→ **What is being asked**
Copy, from the entries below, each line where the word "above" can be found.

→ **The input**
-- Opening Marker --

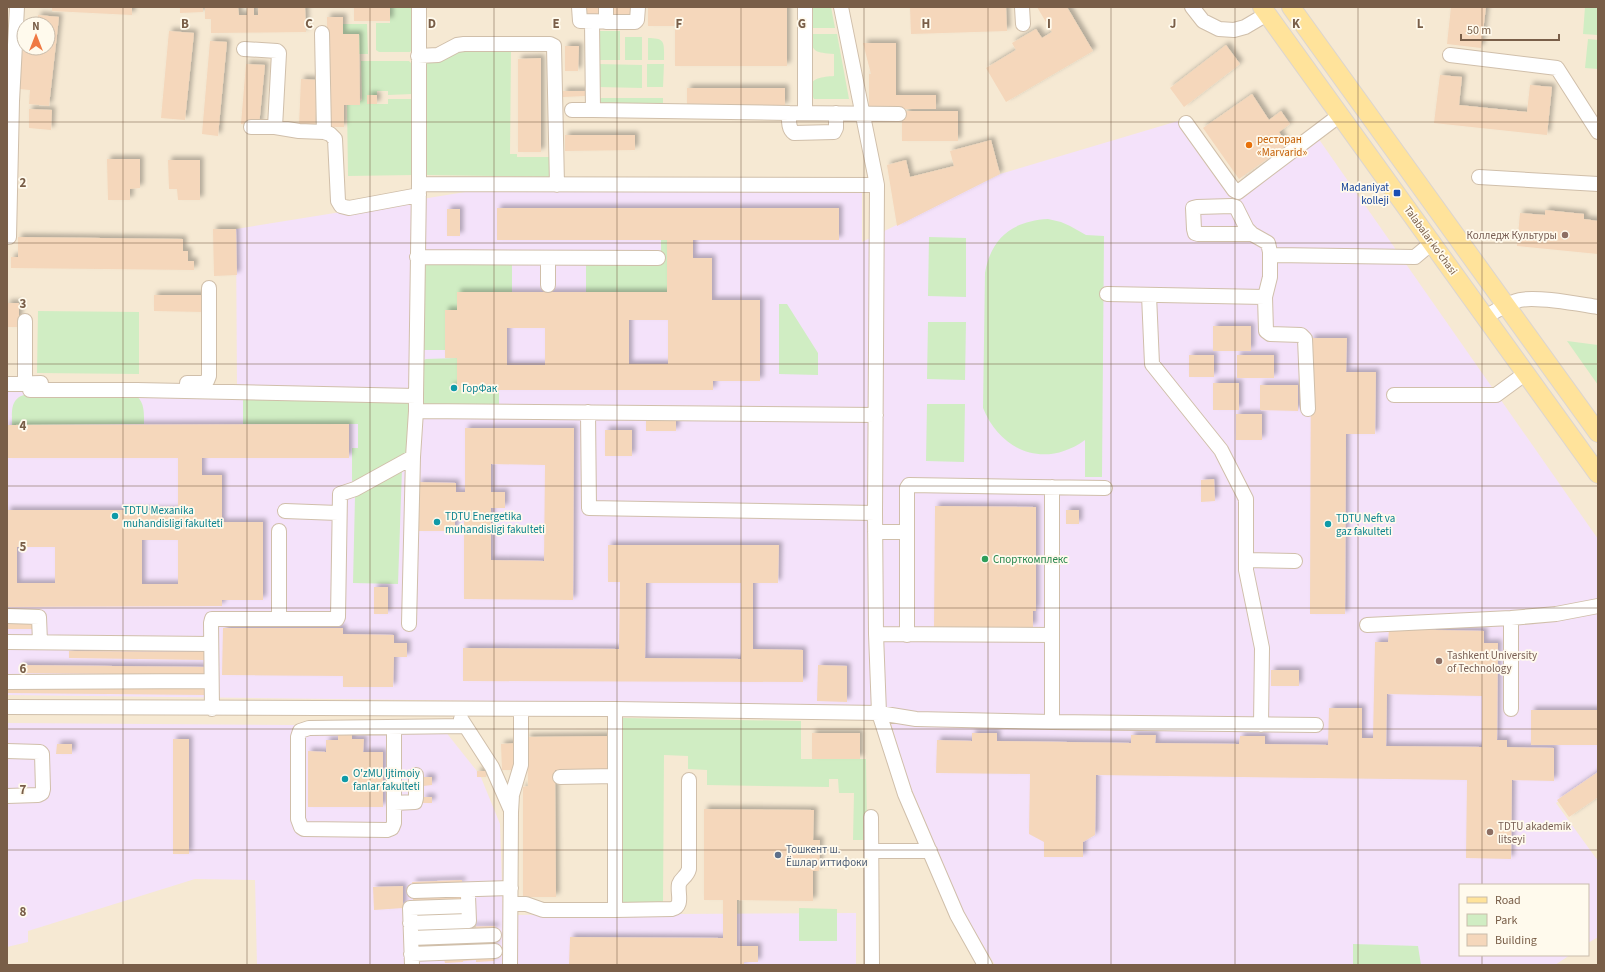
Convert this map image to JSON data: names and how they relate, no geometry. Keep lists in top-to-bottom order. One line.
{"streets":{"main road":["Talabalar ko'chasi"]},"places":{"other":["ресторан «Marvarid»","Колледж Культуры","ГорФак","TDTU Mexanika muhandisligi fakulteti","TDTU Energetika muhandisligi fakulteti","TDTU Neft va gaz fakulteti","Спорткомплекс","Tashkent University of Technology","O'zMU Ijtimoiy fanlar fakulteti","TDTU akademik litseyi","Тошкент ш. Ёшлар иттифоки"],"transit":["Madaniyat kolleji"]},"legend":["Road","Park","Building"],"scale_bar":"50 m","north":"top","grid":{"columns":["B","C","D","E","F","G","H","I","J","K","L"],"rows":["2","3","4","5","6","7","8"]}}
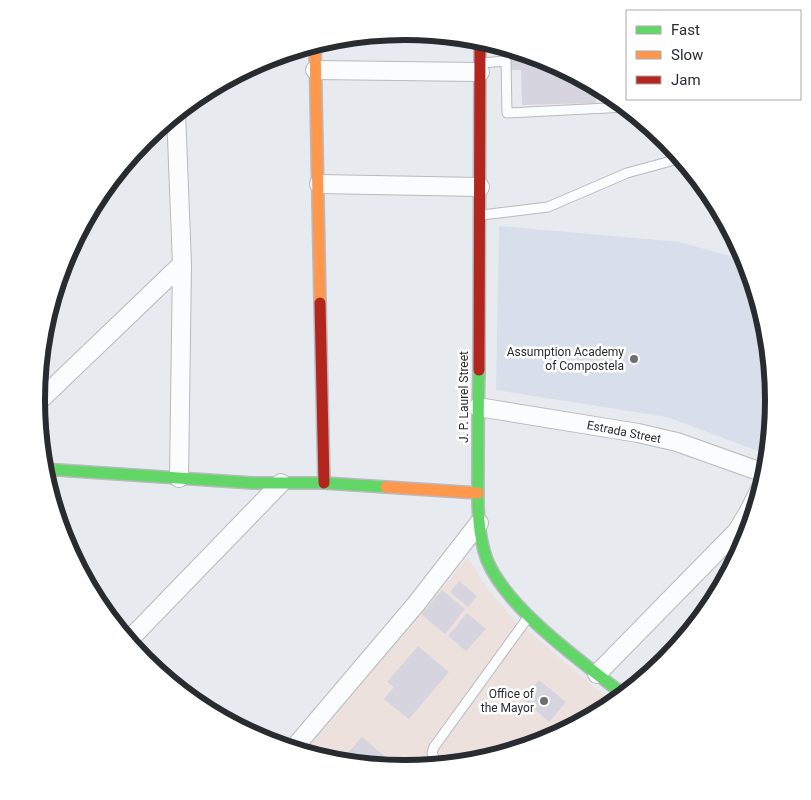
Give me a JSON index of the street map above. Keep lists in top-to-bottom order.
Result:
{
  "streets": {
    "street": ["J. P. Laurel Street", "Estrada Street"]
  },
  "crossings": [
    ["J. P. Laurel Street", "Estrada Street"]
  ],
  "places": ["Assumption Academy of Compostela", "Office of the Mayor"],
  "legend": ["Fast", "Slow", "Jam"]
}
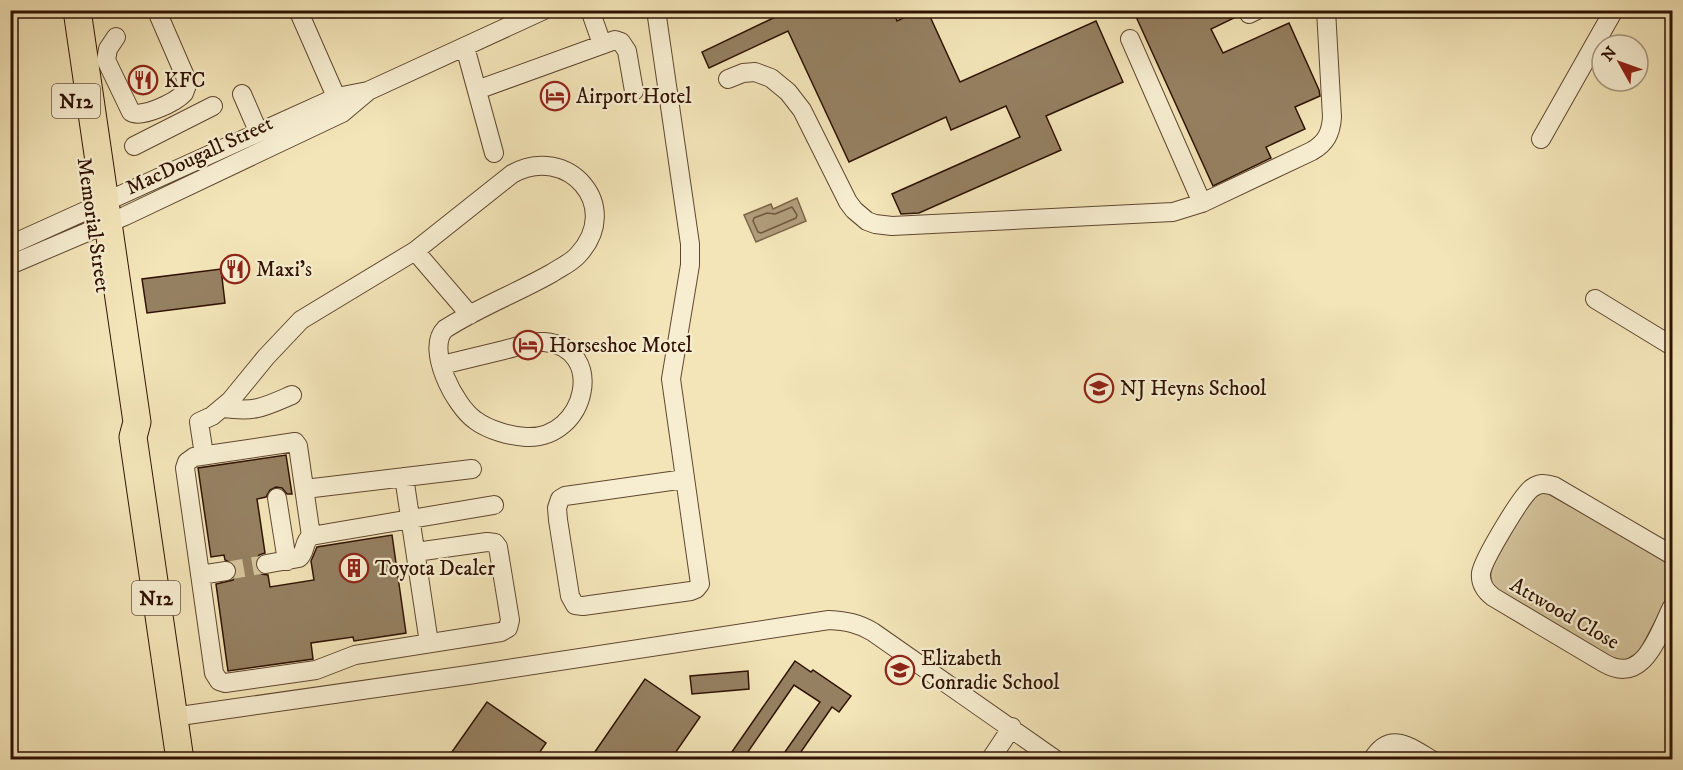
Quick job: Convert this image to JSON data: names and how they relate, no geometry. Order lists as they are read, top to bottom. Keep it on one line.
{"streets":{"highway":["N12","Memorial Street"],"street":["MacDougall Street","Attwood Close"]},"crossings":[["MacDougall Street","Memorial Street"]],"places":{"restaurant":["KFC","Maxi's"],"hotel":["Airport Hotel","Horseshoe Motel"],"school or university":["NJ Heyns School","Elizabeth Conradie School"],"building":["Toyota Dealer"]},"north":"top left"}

-- Closing Marker --
-- Opening Marker --

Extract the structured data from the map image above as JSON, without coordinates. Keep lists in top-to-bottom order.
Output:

-- Closing Marker --

→ **Solution**
Give me a JSON index of the street map above. Keep lists in top-to-bottom order.
Extract the structured data from the map image above as JSON, without coordinates. Keep lists in top-to-bottom order.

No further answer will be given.